I'd say this is on the upper bound of trivial problems.

Solved By:wesley
Theory Difficulty:easy
Coding Difficulty:easy
Algorithms Used:dynamic programming
sorting
Solution Description: Sort the data by decreasing absolute value. Then, run a really tiny DP:

Let P be the highest building so far with a positive number on the bottom, and let N be the highest building so far with a negative number on the bottom.

For each floor i, if it is negative, then N = P + 1. If it's positive, then P = N + 1. At the end, output the max of P and N.


#11040 - Add bricks in the wall

Solved By:wesley
Theory Difficulty:easy
Coding Difficulty:easy
Algorithms Used:math
sorting
Solution Description: There's enough information to build the pyramid from the bottom up.
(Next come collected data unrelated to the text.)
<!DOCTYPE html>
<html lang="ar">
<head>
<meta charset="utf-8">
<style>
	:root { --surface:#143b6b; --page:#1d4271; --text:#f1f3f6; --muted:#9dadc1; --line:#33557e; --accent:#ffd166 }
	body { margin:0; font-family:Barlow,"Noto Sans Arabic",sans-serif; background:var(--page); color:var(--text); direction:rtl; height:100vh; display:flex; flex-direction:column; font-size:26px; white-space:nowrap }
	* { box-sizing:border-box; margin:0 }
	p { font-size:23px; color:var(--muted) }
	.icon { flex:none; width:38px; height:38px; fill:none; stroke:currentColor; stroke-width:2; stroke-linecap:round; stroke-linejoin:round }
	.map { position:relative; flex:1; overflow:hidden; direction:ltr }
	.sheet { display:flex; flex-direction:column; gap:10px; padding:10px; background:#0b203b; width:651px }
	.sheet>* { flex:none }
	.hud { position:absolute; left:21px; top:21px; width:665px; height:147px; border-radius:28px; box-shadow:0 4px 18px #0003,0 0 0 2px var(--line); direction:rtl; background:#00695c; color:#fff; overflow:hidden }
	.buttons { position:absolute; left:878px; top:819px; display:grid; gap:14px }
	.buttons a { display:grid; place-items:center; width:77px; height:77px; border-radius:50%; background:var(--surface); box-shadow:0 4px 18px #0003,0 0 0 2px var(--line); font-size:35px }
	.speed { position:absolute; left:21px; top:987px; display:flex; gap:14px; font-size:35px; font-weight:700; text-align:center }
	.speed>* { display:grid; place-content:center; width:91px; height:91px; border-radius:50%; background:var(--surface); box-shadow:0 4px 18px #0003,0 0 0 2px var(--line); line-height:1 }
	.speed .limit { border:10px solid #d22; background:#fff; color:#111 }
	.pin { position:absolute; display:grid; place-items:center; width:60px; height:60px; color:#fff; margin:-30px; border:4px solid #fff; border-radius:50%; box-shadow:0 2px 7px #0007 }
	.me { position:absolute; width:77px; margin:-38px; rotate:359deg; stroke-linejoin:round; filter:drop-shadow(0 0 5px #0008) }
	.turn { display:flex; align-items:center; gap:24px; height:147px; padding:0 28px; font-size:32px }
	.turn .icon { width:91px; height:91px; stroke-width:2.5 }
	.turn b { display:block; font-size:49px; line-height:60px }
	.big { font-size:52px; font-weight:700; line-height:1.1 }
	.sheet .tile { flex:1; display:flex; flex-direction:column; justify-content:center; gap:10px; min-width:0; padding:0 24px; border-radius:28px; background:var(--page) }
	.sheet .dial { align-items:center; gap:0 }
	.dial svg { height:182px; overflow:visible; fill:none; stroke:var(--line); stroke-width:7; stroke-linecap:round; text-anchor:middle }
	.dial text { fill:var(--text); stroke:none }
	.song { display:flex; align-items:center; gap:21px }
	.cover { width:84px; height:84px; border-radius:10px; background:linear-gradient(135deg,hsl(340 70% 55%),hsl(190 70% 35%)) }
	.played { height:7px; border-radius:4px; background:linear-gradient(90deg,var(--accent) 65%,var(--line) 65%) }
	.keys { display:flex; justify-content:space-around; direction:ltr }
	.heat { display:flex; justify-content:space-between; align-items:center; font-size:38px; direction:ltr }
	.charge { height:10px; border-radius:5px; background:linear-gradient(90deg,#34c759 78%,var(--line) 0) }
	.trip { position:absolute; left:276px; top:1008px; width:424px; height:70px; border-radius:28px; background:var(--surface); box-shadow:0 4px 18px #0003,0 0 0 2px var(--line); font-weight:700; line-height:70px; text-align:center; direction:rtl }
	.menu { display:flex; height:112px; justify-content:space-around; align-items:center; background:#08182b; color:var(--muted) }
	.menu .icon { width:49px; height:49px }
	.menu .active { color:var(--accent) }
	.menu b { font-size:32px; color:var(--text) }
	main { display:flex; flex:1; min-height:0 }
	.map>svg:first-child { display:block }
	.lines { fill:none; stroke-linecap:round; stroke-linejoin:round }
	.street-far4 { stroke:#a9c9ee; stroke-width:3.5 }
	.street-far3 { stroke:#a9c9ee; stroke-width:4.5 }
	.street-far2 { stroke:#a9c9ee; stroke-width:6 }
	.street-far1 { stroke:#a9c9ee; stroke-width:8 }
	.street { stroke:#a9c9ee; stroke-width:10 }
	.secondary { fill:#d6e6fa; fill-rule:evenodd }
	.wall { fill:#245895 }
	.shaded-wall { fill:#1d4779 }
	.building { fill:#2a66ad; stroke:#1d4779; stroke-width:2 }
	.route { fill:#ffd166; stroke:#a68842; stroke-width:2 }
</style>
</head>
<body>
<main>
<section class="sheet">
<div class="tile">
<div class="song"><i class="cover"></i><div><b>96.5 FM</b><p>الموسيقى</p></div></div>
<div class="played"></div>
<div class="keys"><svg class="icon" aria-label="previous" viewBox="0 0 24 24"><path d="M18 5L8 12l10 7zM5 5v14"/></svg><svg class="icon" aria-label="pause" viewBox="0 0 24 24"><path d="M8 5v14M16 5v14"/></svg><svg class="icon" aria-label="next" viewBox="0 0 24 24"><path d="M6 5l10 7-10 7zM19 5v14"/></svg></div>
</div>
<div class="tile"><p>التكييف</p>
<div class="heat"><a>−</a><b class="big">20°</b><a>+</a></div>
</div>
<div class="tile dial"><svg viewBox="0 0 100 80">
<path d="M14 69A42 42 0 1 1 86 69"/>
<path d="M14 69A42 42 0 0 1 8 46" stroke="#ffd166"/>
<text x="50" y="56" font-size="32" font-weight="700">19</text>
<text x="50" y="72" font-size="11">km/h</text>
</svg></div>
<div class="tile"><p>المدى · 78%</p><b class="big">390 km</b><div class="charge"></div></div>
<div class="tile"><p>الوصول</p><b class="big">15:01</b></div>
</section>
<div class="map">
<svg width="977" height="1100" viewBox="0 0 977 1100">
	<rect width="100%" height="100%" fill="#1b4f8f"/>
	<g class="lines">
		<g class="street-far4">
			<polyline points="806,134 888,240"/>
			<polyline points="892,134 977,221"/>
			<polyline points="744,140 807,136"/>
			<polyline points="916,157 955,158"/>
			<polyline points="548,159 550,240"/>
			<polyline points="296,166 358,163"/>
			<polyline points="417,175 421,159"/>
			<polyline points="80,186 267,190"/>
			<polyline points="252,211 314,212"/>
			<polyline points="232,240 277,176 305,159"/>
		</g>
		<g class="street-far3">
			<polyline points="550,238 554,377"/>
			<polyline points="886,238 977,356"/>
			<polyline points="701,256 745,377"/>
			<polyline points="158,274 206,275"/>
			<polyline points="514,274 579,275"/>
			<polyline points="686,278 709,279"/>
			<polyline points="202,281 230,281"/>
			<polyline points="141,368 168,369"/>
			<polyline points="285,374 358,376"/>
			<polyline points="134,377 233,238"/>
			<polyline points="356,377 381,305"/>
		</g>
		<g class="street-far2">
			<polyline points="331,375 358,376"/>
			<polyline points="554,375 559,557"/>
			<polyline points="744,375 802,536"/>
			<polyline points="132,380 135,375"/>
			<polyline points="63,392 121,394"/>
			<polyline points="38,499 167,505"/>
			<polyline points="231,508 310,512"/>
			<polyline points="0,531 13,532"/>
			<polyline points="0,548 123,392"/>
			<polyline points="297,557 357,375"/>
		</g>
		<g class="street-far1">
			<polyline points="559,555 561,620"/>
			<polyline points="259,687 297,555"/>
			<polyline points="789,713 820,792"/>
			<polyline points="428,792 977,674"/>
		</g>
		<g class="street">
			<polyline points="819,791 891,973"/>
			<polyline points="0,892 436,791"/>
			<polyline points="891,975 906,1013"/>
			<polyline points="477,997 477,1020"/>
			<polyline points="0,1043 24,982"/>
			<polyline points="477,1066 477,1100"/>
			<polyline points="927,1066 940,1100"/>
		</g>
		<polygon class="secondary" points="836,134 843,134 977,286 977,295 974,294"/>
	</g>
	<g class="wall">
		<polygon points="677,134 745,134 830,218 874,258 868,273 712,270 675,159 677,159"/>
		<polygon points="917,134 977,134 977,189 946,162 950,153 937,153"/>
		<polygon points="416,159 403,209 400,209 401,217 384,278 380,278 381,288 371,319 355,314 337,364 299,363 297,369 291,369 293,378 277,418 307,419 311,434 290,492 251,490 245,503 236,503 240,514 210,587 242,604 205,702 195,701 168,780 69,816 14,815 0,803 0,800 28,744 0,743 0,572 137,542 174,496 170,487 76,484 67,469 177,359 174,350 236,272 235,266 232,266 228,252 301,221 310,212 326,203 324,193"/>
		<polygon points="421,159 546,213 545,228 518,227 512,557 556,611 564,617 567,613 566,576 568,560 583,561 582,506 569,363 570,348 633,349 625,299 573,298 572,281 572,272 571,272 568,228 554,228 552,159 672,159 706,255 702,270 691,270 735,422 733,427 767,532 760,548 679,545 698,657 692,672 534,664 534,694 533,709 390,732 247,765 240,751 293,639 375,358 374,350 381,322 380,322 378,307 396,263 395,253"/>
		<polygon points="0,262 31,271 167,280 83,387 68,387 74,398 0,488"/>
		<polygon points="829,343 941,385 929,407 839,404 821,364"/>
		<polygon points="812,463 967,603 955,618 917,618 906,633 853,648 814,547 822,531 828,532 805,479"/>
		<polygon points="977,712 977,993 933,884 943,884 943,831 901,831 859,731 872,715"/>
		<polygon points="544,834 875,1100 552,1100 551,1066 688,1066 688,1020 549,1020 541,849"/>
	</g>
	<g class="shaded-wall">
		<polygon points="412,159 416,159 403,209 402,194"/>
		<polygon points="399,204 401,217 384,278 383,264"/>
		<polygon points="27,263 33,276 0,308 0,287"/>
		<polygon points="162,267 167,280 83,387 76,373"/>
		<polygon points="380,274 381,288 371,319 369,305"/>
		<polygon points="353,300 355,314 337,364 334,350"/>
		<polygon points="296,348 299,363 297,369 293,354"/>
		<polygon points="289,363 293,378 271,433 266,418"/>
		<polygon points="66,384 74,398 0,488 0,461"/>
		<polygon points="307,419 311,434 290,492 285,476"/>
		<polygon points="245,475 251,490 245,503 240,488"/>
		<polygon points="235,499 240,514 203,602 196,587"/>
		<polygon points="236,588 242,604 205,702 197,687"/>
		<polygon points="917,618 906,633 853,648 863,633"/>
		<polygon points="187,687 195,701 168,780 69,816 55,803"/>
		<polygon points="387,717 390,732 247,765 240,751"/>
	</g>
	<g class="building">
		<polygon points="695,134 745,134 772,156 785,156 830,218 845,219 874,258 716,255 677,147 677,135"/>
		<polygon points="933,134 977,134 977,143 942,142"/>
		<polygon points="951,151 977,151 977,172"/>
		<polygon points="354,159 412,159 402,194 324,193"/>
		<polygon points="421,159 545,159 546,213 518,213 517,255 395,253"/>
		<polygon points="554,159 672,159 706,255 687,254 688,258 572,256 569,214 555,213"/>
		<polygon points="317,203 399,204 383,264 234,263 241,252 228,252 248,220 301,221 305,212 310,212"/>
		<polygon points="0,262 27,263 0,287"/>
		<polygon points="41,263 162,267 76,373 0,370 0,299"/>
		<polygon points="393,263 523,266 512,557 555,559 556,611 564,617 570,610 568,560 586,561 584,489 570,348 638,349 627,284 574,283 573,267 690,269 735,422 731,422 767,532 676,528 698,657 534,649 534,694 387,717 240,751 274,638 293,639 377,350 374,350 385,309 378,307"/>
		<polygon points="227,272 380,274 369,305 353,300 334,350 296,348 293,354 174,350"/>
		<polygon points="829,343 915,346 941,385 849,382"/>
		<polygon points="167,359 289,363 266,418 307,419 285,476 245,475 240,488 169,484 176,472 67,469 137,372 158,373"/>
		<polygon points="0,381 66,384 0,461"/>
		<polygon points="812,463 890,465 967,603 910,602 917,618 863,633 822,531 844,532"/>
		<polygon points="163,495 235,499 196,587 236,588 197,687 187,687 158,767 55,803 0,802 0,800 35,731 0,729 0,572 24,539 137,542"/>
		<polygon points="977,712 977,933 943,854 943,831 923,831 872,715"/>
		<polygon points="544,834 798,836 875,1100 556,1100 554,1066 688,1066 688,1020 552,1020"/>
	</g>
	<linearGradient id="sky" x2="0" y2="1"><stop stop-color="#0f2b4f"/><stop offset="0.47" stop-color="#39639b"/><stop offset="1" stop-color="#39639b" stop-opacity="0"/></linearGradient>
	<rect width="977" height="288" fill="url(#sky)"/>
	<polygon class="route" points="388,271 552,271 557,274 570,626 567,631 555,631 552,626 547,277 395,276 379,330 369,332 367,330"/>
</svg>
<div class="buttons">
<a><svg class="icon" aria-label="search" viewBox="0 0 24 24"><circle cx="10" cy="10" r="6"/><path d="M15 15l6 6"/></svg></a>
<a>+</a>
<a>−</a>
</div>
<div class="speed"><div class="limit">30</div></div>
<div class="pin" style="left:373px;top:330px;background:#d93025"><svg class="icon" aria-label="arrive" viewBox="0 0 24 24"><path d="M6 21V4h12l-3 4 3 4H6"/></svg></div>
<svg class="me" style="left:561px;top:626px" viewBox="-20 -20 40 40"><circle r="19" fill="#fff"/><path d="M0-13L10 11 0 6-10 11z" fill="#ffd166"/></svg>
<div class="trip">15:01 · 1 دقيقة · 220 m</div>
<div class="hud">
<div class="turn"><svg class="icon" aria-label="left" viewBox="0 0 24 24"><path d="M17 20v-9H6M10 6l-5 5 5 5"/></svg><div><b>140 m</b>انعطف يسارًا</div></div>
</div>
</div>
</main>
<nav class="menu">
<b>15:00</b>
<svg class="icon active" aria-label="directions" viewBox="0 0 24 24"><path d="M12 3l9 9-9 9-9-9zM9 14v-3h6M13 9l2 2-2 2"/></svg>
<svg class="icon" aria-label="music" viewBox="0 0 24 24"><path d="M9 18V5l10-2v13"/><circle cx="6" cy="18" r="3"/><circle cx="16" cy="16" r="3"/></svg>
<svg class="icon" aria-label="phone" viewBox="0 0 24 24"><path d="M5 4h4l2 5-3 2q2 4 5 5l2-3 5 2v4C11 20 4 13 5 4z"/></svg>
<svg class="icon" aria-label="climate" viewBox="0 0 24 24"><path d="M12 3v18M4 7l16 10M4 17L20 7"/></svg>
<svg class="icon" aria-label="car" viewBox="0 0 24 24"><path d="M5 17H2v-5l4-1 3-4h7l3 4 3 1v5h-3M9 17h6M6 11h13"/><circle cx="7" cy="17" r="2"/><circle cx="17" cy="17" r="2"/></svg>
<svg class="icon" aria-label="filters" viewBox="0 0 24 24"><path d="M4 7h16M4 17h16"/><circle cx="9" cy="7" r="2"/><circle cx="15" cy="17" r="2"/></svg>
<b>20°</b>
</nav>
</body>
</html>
Consider this mini pyramid, where we don't know X, Y, or Z:

8
X Y
1 Z 3

X = 1 + Z
Y = 3 + Z
8 = X + Y = (1+Z) + (3+Z) = 4 + 2Z

So, Z = (8 - 1 - 3)/2. The general form of Top = (Bottom Right + Bottom Left) / 2 works everywhere, so use that to fill in the odd rows. It's simple enough to fill in an even row once you have the row below it, of course.


#11044 - Searching for Nessy

Solved By:wesley
Theory Difficulty:trivial
Coding Difficulty:trivial
Algorithms Used:math
Solution Description: We don't care about the borders, so we need to fill in an (n-2)*(m-2) area. Each sonar controls a 3x3 area, so the answer is ceil((n-2)/3) * ceil((m-2)/3).


#11045 - My T-shirt suits me

Solved By:wesley
Theory Difficulty:medium
Coding Difficulty:medium
Algorithms Used:max flow
Solution Description: This is a fairly straightfoward bipartite matching problem. Create a node for each t-shirt size, a node for each volunteer, a source, and a sink.

Draw an edge from the source to each t-shirt with capacity n/6 (as that's how many t-shirts there are of each size). Draw an edge from each volunteer to the sink with capacity 1. Draw an edge from between a t-shirt size and a volunteer with capacity 1 if that volunteer will take that size of t-shirt.

Run max flow on this graph. If the maximum flow is equal to the number of volunteers, print "YES". Otherwise, print "NO".


#11057 - Exact Sum

Solved By:wesley
Theory Difficulty:easy
Coding Difficulty:easy
Algorithms Used:searching
Solution Description: Keep an array of 1,000,000 integers where a[i] is the number of books with price i. Search this array for all i from M/2 back to 0. Find an i such that a[i] > 0 and a[M-i] > 0. The one caveat is if i == M. In this case, a[i] must be >= 2.

If you search from M/2 down to 0, then the first answer you hit will be the one to display.